Google

Jun 5, 2012

Batch processing in Java with Spring batch - part 1


Make sure that you do this beginner tutorial first

Beginner Spring batch tutorial with simple reader and writer

Q. What do you understand by batch processing and why do you need them?
A. The idea behind batch processing is to allow a program to run without the need for human intervention, usually scheduled to run periodically at a certain time or every x minutes.The batch process solves
  • execution that takes a lengthy amount of time (e.g. consolidated reports, re-balancing the financial portfolio, etc)
  • processing a large input set of data via ETL (Extract Transform and Load) operation.
  • automating some business process that doesn’t necessarily need to be triggered by a human.
In general, a batch process involve

  • Reading data from data sources like databases, files, etc
  • Processing the data through a number of steps. This can involve transforming the data, performing calculation, generating length reports, etc.
  • Finally, writing the processed data to databases or file systems.

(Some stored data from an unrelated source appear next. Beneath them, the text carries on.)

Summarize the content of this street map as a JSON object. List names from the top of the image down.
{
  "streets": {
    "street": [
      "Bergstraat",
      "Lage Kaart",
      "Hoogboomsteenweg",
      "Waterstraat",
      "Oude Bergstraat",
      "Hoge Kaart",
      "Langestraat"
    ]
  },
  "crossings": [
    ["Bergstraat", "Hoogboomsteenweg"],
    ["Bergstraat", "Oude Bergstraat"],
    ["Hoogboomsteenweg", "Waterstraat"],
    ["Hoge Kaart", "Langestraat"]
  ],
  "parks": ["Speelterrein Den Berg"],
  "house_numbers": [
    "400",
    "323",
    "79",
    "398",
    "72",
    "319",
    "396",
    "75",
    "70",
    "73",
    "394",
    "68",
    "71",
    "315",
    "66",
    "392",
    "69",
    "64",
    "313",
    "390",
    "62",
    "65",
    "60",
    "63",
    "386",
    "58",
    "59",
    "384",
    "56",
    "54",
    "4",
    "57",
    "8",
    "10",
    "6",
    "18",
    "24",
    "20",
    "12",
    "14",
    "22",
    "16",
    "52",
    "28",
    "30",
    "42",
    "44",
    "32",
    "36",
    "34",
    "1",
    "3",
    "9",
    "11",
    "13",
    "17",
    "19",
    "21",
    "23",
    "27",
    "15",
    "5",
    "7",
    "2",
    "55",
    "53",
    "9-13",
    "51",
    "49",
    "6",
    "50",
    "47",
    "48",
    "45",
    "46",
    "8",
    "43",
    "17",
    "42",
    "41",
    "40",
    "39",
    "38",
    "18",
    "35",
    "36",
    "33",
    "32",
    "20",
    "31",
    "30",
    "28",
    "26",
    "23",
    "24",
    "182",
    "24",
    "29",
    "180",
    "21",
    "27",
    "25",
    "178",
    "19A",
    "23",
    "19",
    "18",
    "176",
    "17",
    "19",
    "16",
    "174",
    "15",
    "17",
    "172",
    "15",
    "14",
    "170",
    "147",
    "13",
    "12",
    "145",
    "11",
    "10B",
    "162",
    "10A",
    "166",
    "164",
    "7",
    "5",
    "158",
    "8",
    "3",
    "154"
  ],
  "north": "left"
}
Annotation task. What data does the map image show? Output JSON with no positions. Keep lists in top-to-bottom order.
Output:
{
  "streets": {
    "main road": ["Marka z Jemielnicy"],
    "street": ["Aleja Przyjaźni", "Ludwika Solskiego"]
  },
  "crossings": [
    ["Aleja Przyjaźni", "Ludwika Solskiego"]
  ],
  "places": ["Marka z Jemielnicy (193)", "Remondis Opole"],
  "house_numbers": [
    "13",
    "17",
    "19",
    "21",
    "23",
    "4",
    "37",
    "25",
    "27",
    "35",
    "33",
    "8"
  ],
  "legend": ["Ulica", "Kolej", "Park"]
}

Q. What libraries do you need to get started with spring batch
A. The pom.xml file will be the start. Fill in the appropriate versions and the additional dependencies required.

<project xmlns="http://maven.apache.org/POM/4.0.0" xmlns:xsi="http://www.w3.org/2001/XMLSchema-instance"
  xsi:schemaLocation="http://maven.apache.org/POM/4.0.0 http://maven.apache.org/maven-v4_0_0.xsd">
  <modelVersion>4.0.0</modelVersion>
  <groupId>com.myapp</groupId>
  <artifactId>mybatchapp</artifactId>
  <packaging>jar</packaging>
  <version>1.0-SNAPSHOT</version>
  <name>mybatchapp</name>
  <url>http://maven.apache.org</url>
  <dependencies>
    <dependency>
        <groupId>org.springframework.batch</groupId>
        <artifactId>spring-batch-core</artifactId>
        <version>....</version>
    </dependency>
    <dependency>
        <groupId>commons-lang</groupId>
        <artifactId>commons-lang</artifactId>
        <version>....</version>
    </dependency>
    <dependency>
        <groupId>org.springframework</groupId>
        <artifactId>spring</artifactId>
        <version>...</version>
    </dependency>
 
 ...other dependencies like hibernate
 
  </dependencies>
  ...
</project> 

Q. What are the key terms of Spring batch?  
A.


  • JobLauncher: It helps you to launch a job. It uses a JobRepository to obtain a valid JobExecution.
  • JobRepository: A persistent store for all the job meta-data information. Stores JobInstances, JobExecutions, and StepExecutions information to a database or a file system. The repository is required because a job could be a rerun of a previously failed job. 
  • Job: Represents a job. For example, an portfolio processing job that calculates the portfolio value. JobInstance: A running instance of a job. If a job runs every week night, then there will 5 instances of that job in a week. 
  • JobParameters: Parameters that are used by the JobInstance. For example, the portfolio processing job requires the list of account numbers as the input parameters. The job parameters are passed as command line arguments.
  • JobExecution: Every attempt to run a JobInstance results in a JobExecution. If a job fails then it will be rerun and we end up having a single JobInstance with 2 JobExecutions (1 failed execution and 1 successful execution). 
  • Step: Each job is made up of one or more steps. 
  • StepExecution: Similar to JobExecution, there are StepExecutions. This represents an attempt to run a Step in a Job.  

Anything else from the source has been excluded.